◆ TASK TO COMPLETE ◆
Extract all lines from the data beneath that include the word "stream".

++++ GIVEN DATA ++++

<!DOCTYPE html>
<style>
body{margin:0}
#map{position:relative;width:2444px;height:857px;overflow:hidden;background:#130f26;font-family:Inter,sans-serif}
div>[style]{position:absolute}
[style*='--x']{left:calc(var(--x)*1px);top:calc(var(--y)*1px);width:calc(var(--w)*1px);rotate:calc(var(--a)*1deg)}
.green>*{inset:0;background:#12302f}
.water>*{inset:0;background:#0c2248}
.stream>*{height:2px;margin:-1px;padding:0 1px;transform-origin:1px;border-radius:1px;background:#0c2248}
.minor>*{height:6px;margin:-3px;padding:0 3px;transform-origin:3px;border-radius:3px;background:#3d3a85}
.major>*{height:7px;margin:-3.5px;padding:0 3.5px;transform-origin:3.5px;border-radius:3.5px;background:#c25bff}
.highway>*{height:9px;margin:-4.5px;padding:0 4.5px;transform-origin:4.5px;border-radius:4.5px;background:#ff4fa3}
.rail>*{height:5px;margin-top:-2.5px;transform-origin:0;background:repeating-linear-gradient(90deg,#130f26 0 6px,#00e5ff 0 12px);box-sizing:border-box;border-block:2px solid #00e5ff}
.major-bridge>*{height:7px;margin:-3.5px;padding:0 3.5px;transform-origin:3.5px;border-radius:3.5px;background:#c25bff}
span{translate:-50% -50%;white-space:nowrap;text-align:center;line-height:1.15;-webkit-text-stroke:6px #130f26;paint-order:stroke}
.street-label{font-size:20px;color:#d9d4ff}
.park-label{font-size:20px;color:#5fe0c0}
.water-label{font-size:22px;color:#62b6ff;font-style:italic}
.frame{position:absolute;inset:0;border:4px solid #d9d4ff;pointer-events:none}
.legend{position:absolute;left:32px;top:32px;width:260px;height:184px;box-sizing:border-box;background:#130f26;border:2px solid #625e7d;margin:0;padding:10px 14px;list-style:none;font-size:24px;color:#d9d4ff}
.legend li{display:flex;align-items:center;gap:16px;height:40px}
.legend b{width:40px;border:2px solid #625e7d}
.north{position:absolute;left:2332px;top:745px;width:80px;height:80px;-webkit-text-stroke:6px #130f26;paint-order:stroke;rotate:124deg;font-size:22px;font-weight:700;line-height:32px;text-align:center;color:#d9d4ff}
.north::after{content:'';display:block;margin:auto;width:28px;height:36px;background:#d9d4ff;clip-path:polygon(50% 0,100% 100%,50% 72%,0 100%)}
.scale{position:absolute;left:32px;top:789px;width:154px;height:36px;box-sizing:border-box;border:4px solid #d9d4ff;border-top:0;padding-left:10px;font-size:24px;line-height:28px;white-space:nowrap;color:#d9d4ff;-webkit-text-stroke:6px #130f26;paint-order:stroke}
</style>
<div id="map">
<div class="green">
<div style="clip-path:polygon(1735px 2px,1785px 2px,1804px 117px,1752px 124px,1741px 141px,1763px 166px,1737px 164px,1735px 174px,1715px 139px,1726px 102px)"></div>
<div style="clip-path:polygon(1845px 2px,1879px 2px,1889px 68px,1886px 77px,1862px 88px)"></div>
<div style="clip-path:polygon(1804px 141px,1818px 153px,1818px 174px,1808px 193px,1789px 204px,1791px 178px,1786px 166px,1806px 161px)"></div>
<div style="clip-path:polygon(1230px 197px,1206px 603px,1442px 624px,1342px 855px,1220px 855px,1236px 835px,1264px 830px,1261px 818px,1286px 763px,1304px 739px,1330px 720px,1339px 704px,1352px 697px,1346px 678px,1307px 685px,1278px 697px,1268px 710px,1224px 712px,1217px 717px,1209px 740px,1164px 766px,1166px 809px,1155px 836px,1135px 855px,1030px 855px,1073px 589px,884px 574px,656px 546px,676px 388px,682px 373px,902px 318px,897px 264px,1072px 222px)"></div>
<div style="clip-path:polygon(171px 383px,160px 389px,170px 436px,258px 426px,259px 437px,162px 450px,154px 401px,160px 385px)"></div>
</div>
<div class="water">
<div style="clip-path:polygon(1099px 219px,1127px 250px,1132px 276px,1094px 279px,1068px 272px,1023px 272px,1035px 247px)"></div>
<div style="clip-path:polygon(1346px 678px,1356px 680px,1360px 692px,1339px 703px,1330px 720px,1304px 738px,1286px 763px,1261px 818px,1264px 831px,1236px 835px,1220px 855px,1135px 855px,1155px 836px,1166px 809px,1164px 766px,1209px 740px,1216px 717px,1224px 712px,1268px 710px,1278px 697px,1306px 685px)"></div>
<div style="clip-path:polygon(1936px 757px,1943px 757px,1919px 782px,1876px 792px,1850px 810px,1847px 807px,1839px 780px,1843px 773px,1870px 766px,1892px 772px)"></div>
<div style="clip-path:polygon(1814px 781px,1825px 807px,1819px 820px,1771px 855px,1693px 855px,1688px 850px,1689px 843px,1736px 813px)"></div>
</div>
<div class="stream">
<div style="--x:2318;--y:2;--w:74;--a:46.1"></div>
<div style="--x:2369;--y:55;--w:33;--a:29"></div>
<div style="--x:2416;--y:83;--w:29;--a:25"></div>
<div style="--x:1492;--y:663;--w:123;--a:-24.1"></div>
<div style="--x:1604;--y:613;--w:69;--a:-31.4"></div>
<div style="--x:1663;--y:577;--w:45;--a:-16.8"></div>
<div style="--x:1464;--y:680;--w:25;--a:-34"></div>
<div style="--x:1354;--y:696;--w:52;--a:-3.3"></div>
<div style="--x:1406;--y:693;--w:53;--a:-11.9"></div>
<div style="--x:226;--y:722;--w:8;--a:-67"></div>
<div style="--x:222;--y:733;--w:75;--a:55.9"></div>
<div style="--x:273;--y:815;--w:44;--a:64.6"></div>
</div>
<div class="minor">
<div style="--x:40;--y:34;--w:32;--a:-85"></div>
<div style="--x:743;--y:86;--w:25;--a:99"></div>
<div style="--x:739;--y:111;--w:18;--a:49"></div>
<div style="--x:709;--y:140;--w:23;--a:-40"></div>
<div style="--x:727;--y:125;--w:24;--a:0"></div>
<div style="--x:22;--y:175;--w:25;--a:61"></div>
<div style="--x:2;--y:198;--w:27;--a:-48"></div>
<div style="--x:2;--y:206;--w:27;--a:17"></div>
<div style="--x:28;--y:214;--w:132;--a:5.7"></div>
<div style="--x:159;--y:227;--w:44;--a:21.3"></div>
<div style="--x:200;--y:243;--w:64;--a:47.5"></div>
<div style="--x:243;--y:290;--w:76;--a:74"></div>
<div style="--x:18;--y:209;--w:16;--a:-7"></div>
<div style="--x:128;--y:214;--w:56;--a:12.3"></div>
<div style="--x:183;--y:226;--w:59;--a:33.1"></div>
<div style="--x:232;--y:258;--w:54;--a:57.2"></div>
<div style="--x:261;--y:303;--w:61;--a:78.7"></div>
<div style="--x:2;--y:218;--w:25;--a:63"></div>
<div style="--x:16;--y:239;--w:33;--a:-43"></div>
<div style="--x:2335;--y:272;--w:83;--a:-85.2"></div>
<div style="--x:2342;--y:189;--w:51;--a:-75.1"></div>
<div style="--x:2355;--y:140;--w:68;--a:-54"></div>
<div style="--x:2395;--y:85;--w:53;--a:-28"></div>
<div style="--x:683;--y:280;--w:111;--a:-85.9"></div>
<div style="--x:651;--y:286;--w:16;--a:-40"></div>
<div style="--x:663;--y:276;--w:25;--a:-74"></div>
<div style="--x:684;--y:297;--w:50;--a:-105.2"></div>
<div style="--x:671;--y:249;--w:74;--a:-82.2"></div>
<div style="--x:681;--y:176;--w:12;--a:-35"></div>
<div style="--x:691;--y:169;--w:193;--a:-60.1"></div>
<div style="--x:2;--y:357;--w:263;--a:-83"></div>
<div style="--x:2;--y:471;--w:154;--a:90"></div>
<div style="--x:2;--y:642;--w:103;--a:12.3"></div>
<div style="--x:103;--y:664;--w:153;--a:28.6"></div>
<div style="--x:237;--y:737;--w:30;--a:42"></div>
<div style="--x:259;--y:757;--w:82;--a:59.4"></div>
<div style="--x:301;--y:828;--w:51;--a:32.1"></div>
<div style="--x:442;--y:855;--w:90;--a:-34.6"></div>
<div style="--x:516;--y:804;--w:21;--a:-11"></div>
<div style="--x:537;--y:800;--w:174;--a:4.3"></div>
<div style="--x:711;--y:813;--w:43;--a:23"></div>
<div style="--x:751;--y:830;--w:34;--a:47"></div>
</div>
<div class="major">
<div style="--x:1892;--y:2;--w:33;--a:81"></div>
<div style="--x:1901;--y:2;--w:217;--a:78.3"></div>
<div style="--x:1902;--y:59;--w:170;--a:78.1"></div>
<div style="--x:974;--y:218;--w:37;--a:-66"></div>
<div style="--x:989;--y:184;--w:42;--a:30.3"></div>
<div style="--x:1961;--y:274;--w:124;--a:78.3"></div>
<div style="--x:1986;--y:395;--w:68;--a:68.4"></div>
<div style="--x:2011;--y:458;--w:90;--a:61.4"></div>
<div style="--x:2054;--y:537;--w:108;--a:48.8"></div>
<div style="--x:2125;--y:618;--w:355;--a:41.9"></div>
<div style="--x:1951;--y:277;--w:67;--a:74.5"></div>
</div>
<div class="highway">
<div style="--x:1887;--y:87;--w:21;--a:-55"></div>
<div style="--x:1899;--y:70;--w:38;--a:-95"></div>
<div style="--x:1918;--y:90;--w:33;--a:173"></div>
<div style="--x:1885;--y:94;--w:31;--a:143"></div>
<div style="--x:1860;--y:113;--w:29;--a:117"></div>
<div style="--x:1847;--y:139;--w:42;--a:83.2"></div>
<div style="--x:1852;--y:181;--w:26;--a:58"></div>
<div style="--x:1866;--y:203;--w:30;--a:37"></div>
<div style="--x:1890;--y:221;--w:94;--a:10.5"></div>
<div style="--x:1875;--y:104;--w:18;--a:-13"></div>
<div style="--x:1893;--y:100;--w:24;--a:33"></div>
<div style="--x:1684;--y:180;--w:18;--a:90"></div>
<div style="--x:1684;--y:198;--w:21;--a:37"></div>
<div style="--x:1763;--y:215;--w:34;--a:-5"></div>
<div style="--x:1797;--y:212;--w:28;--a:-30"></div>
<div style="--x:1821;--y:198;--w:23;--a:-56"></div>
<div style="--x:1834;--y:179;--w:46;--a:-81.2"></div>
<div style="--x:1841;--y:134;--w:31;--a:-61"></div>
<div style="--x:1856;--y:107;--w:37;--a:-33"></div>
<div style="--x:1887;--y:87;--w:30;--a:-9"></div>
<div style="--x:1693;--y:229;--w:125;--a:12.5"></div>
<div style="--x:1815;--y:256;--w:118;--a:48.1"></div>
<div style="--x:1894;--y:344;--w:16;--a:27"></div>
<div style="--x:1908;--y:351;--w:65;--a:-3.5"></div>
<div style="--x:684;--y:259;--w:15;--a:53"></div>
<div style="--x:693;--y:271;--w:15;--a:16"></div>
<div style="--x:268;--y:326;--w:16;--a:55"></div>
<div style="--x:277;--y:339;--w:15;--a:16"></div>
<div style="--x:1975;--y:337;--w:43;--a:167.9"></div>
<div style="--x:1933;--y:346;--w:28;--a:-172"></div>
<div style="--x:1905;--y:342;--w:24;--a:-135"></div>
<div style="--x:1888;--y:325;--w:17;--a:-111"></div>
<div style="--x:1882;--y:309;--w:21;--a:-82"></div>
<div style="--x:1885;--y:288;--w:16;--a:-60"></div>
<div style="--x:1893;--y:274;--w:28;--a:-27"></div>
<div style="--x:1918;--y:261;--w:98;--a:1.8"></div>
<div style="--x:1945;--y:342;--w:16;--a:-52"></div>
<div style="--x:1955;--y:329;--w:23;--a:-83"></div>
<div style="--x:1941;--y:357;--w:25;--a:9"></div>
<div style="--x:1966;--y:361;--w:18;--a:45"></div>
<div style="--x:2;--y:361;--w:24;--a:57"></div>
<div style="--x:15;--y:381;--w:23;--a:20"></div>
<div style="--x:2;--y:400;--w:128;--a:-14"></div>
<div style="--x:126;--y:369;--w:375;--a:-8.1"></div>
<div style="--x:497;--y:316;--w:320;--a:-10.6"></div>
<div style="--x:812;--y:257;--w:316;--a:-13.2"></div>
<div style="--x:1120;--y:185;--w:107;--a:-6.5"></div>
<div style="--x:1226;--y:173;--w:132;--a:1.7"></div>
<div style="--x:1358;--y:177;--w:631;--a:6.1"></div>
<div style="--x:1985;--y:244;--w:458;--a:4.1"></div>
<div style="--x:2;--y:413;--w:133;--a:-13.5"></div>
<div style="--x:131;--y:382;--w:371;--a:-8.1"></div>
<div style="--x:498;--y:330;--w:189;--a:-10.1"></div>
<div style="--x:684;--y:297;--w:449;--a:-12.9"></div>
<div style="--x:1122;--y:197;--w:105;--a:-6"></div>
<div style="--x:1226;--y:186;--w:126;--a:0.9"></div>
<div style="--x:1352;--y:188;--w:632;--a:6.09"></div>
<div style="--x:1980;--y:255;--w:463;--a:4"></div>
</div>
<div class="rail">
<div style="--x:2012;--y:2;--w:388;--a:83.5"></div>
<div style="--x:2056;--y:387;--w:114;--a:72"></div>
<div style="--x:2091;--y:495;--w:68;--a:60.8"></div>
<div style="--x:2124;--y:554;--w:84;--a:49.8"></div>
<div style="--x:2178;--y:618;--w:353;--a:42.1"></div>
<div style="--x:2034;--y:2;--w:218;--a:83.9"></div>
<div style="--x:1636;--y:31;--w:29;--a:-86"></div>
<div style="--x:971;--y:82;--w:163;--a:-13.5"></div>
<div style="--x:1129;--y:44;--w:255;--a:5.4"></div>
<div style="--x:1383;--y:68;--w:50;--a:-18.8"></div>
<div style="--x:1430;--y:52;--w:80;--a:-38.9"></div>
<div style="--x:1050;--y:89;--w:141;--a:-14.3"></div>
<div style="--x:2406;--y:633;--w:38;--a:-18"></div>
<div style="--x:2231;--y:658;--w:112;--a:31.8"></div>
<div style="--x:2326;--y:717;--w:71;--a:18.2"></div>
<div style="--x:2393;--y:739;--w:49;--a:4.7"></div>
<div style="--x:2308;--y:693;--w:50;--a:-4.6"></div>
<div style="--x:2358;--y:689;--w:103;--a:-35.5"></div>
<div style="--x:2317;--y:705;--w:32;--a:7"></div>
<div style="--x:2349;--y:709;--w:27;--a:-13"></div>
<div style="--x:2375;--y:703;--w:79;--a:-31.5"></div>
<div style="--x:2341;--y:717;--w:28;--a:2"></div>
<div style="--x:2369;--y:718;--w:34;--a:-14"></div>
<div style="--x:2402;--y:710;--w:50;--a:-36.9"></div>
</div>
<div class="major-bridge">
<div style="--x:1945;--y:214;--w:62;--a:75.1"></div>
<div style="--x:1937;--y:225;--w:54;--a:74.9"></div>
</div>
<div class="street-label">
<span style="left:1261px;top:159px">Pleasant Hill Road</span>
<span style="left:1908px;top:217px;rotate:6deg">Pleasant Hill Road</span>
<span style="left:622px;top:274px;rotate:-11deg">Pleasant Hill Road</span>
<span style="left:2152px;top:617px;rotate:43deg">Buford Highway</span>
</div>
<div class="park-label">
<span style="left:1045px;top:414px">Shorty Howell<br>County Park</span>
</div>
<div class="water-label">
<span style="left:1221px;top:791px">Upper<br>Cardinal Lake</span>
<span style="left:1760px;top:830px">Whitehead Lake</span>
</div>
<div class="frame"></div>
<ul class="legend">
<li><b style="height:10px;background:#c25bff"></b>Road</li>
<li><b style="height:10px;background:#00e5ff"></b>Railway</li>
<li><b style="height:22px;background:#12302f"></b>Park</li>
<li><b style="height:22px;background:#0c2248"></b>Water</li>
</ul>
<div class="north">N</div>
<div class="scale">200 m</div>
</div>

++++

◆ COMPLETED EXERCISE ◆
.stream>*{height:2px;margin:-1px;padding:0 1px;transform-origin:1px;border-radius:1px;background:#0c2248}
<div class="stream">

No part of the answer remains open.